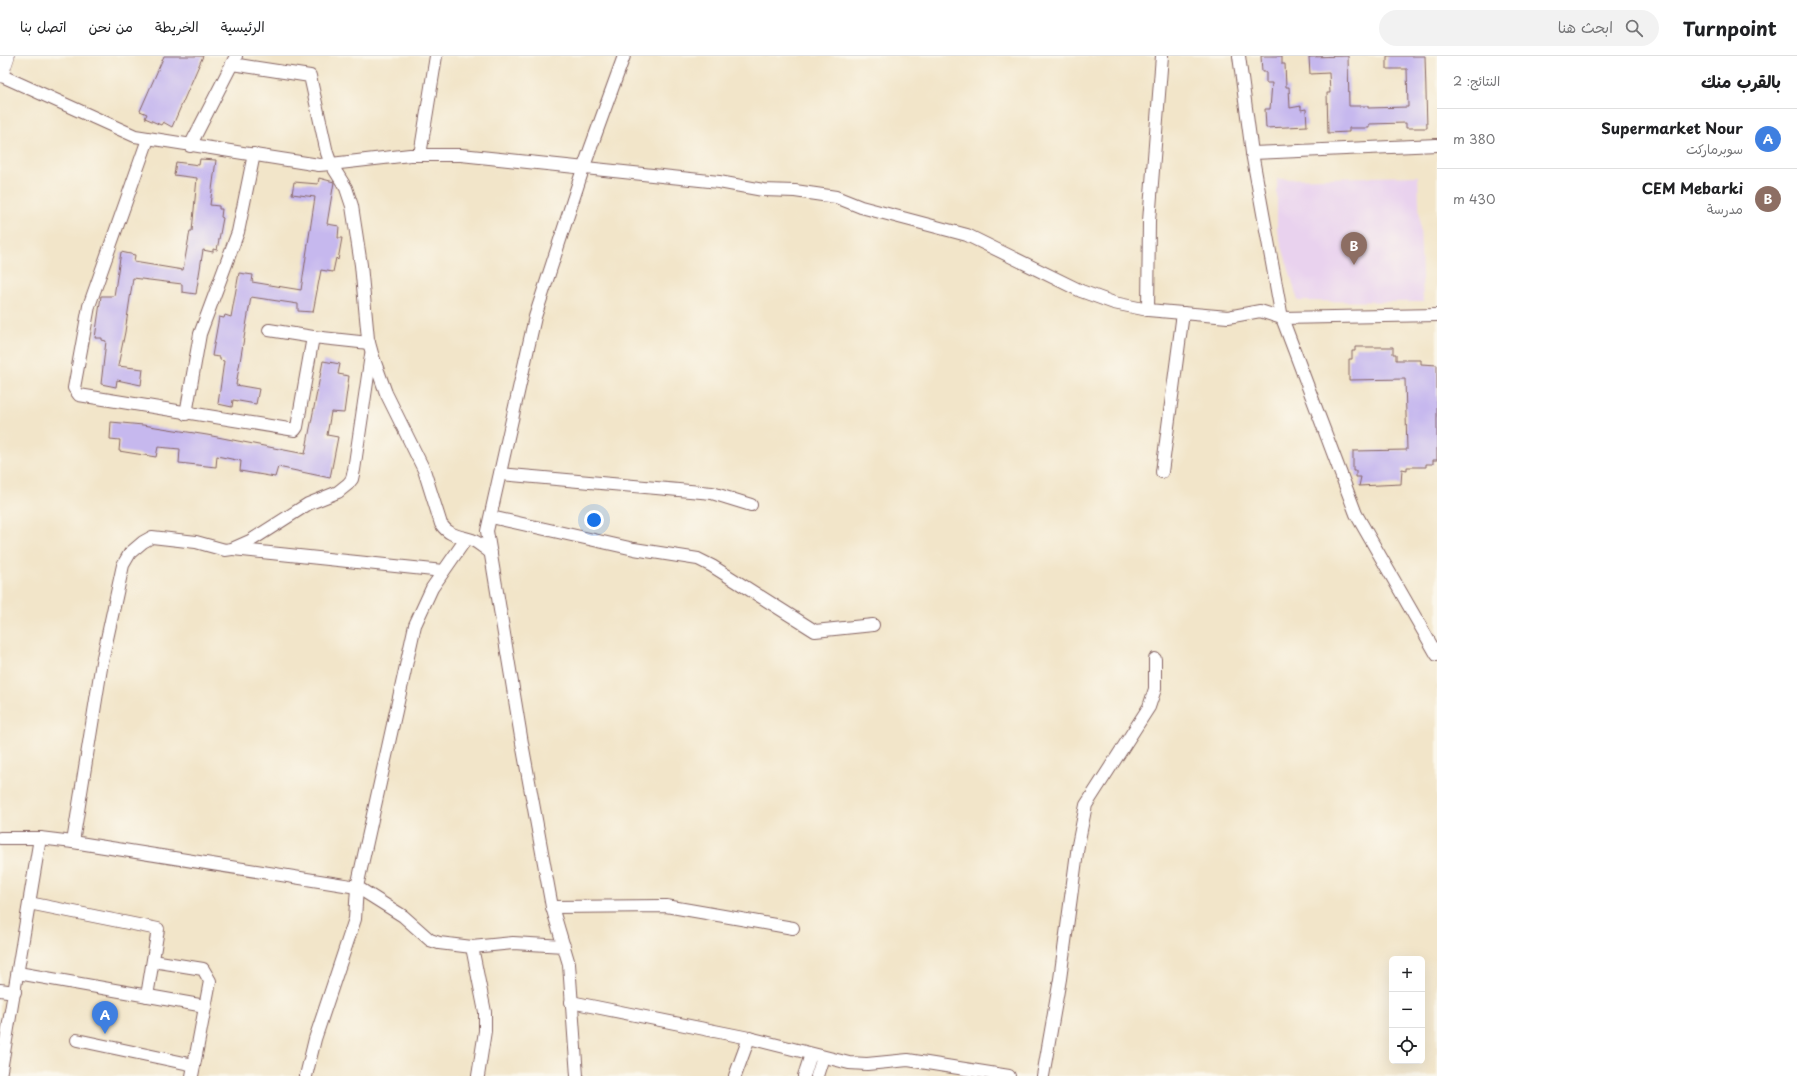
<!DOCTYPE html>
<html lang="ar">
<meta charset="utf-8">
<style>
body{margin:0;font-family:"Playpen Sans","Playpen Sans Arabic",sans-serif;background:#f2f2f2;color:#202124;direction:rtl}
.controls{position:absolute;right:12px;bottom:12px;display:grid;overflow:hidden;border-radius:6px;box-shadow:0 4px 16px #0002}
.controls button{width:36px;height:36px;display:grid;place-items:center;padding:0;border:0;border-bottom:1px solid #e0e0e0;background:#fff;color:#202124;font:20px sans-serif}
.you{position:absolute;left:594px;top:464px;width:14px;height:14px;margin:-10px;border:3px solid #fff;border-radius:50%;background:#1a73e8;box-shadow:0 0 0 6px #1a73e833}
.badge{display:grid;place-items:center;width:26px;height:26px;border-radius:50%;background:#ea580c;color:#fff;font-size:13px;font-weight:700}
.pin{position:absolute;translate:-50% -33px;filter:drop-shadow(0 1px 2px #0008)}
.pin::after{content:'';position:absolute;top:21px;width:14px;height:12px;background:inherit;clip-path:polygon(0 0,100% 0,50% 100%)}
.list{margin:0;padding:0;list-style:none}
h2{display:flex;justify-content:space-between;align-items:center;height:52px;margin:0;padding:0 16px;font-size:17px}
h2 small{font-size:13px;font-weight:400;color:#757577}
.list li{display:grid;grid-template-columns:26px 1fr auto;gap:12px;align-items:center;box-sizing:border-box;height:60px;padding:0 16px;border-top:1px solid #e0e0e0}
.list b{display:block;font-size:15px;white-space:nowrap}
.list p{margin:0;font-size:13px;white-space:nowrap;color:#757577}
.list em{font-size:13px;font-style:normal;color:#757577}
.icon{flex:none;width:22px;height:22px;fill:none;stroke:currentColor;stroke-width:2;stroke-linecap:round;stroke-linejoin:round}
.map{position:relative;flex:none;width:1437px;height:1020px;overflow:hidden;direction:ltr}
header{display:flex;align-items:center;gap:24px;box-sizing:border-box;height:56px;padding:0 20px;background:#fff;border-bottom:1px solid #e0e0e0}
header strong{font-size:19px}
nav{display:flex;gap:22px;margin-inline-start:auto;font-size:14px}
.search{width:280px;height:36px;background:#f2f2f2;display:flex;align-items:center;gap:10px;box-sizing:border-box;padding:0 14px;border-radius:22px;color:#757577;font-size:15px}
main{display:flex}
aside{flex:1;background:#fff}
.map>svg:first-child{display:block}
.built{fill:#e9d2ee}
.building{fill:#c6b8ee}
.lines{fill:none;stroke-linecap:round;stroke-linejoin:round}
.minor-casing{stroke:#856462;stroke-width:14}
.secondary-casing{stroke:#856462;stroke-width:18}
.minor{stroke:#fff;stroke-width:12}
.secondary{stroke:#fff;stroke-width:17}
</style>
<header>
<strong>Turnpoint</strong>
<div class="search"><svg class="icon" aria-label="search" viewBox="0 0 24 24"><circle cx="10" cy="10" r="6"/><path d="M15 15l6 6"/></svg>ابحث هنا</div>
<nav><a>الرئيسية</a><a>الخريطة</a><a>من نحن</a><a>اتصل بنا</a></nav>
</header>
<main>
<aside>
<h2>بالقرب منك<small>النتائج: 2</small></h2>
<ul class="list">
<li><span class="badge" style="background:#3f7fe0">A</span><div><b>Supermarket Nour</b><p>سوبرماركت</p></div><em>380 m</em></li>
<li><span class="badge" style="background:#8d6e63">B</span><div><b>CEM Mebarki</b><p>مدرسة</p></div><em>430 m</em></li>
</ul>
</aside>
<div class="map">
<svg width="1437" height="1020" viewBox="0 0 1437 1020">
<rect width="100%" height="100%" fill="#fbf7ec"/>
<filter id="ink" filterUnits="userSpaceOnUse"><feTurbulence type="fractalNoise" baseFrequency=".025" numOctaves="2"/><feDisplacementMap in="SourceGraphic" scale="8" xChannelSelector="R" yChannelSelector="G"/><feConvolveMatrix kernelMatrix="1 2 1 2 8 2 1 2 1" color-interpolation-filters="sRGB"/></filter>
<filter id="wash" filterUnits="userSpaceOnUse"><feTurbulence type="fractalNoise" baseFrequency=".012" numOctaves="4" result="noise"/><feDisplacementMap in="SourceGraphic" scale="16" xChannelSelector="R" yChannelSelector="G"/><feGaussianBlur stdDeviation="0.9" result="paint"/><feColorMatrix in="noise" values="0 0 0 0 0 0 0 0 0 0 0 0 0 0 0 0 0 1.4 0 .05"/><feComposite in="paint" operator="in"/></filter>
<g filter="url(#wash)">
<rect width="100%" height="100%" fill="#f2e5c9"/>
<path class="built" d="M1418,120L1423,246L1298,245L1277,173V123Z"/>
<g id="blocks">
<g class="building">
<path d="M164,0H203L172,71L163,66L161,69L145,62L147,58L140,55Z"/>
<path d="M1261,0H1282V8H1285L1286,31H1289L1290,52L1301,50V54L1306,53L1307,70L1266,72L1265,53H1270L1272,27H1266V16H1262Z"/>
<path d="M1348,0L1349,50H1368V52L1408,51L1407,13H1387V0H1425L1427,72H1406V67L1369,68V72H1349V76L1328,77L1327,37H1330L1329,17L1310,18L1309,1Z"/>
<path d="M200,103L216,104L210,149L219,150V153H222L221,161L223,162L217,194L213,193V196L203,194L196,238L182,236V228L133,222L125,276L118,310L143,313L141,329L117,324L116,331L101,328L106,285L102,284V282H95L101,240H114L121,196L135,199L134,206L183,214L190,175H192L197,122L174,119L176,106L199,109Z"/>
<path d="M319,122L334,126L327,168L339,170L338,182H342L338,204L336,202L333,216L321,214L313,256L298,255V248L251,241L236,329L259,333L256,348L233,344L232,351L218,348L224,305L220,304V301L212,300L219,261L224,262L225,259L231,261L239,217L253,219L252,226L301,234L315,141L292,138L294,126L318,128Z"/>
<path d="M1355,291H1393V298H1396V304H1421V308L1437,309V404H1433V408H1426V411H1407V414L1402,413L1401,428L1359,430L1361,421H1356V415H1353V395L1407,394L1405,323L1349,324V303H1352V295H1355Z"/>
<path d="M323,305L340,308L338,318L349,320L344,357L331,356L327,379L338,381L330,422L278,411L275,421L240,415L241,405L217,400L216,411L179,407L180,393L158,391L156,401L119,395L120,384L110,383L111,366L143,369L207,379L305,398Z"/>
</g>
</g>
</g>
<g filter="url(#ink)">
<use href="#blocks" fill-opacity="0" stroke="#856462" stroke-width="1"/>
<g class="lines">
<g class="minor-casing">
<g id="minor">
<path d="M1239,0L1252,97L1282,262L1356,458L1437,599"/>
<path d="M0,19L135,80L319,109L331,108L327,97L310,20L232,8"/>
<path d="M148,83L89,250L74,332L79,339L295,374L297,371L313,281L369,287"/>
<path d="M190,90L236,0"/>
<path d="M1252,97L1437,89"/>
<path d="M420,99L436,0"/>
<path d="M1148,254L1149,165L1162,0"/>
<path d="M269,274L313,281"/>
<path d="M186,358L200,278L238,176L254,98"/>
<path d="M1162,416L1183,257"/>
<path d="M500,418L712,437L751,449"/>
<path d="M491,461L634,493L698,503L712,510L815,575L873,569"/>
<path d="M233,493L443,515"/>
<path d="M491,497C485,493 478,486 472,484C459,480 449,480 441,468L424,414L386,337L373,301L368,283L361,209L352,150L346,132L331,108L410,99H461L719,126L763,134L795,135L836,141L861,151L967,179L1081,235L1114,247L1148,254L1228,261L1260,255L1282,262L1437,259"/>
<path d="M0,782H40L73,786L357,831L403,860L430,884L439,887L472,891L513,887L564,890"/>
<path d="M73,786L102,606L123,509L130,497L143,486L152,481L196,486L225,494L232,493L250,485L308,448L338,436L348,428L352,423L354,414L371,299"/>
<path d="M29,847L158,873L147,940"/>
<path d="M552,851L666,850L793,872"/>
<path d="M472,891L485,956V975L478,1020"/>
<path d="M153,905L203,913L210,925L192,1020"/>
<path d="M18,917L205,950"/>
<path d="M0,934L15,936"/>
<path d="M571,946L749,982L849,1007L867,1008L908,1004L1009,1020"/>
<path d="M77,984L194,1009"/>
<path d="M0,1020L40,782"/>
<path d="M306,1020L315,983L355,863L357,831L415,569L432,532L466,483"/>
<path d="M577,1020L569,908L552,851L522,687L487,475L535,261L583,113L624,0"/>
<path d="M735,1020L749,982"/>
<path d="M804,1020L811,998"/>
<path d="M817,1020L823,1001"/>
<path d="M1043,1020L1060,923L1078,789L1086,749L1149,651L1155,633V603"/>
</g>
</g>
<g class="secondary-casing">
<path id="secondary" d="M0,18L6,0"/>
</g>
<use href="#minor" class="minor"/>
<use href="#secondary" class="secondary"/>
</g>
</g>
</svg>
<div class="controls">
<button>+</button>
<button>−</button>
<button><svg class="icon" aria-label="locate" viewBox="0 0 24 24"><circle cx="12" cy="12" r="6"/><path d="M12 2v4M12 18v4M2 12h4M18 12h4"/></svg></button>
</div>
<div class="you"></div>
<div class="pin badge" style="left:105px;top:978px;background:#3f7fe0">A</div>
<div class="pin badge" style="left:1354px;top:209px;background:#8d6e63">B</div>
</div>
</main>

################

From the records above, show each line that contains the word "aside".

Solution to the exercise >>
aside{flex:1;background:#fff}
<aside>
</aside>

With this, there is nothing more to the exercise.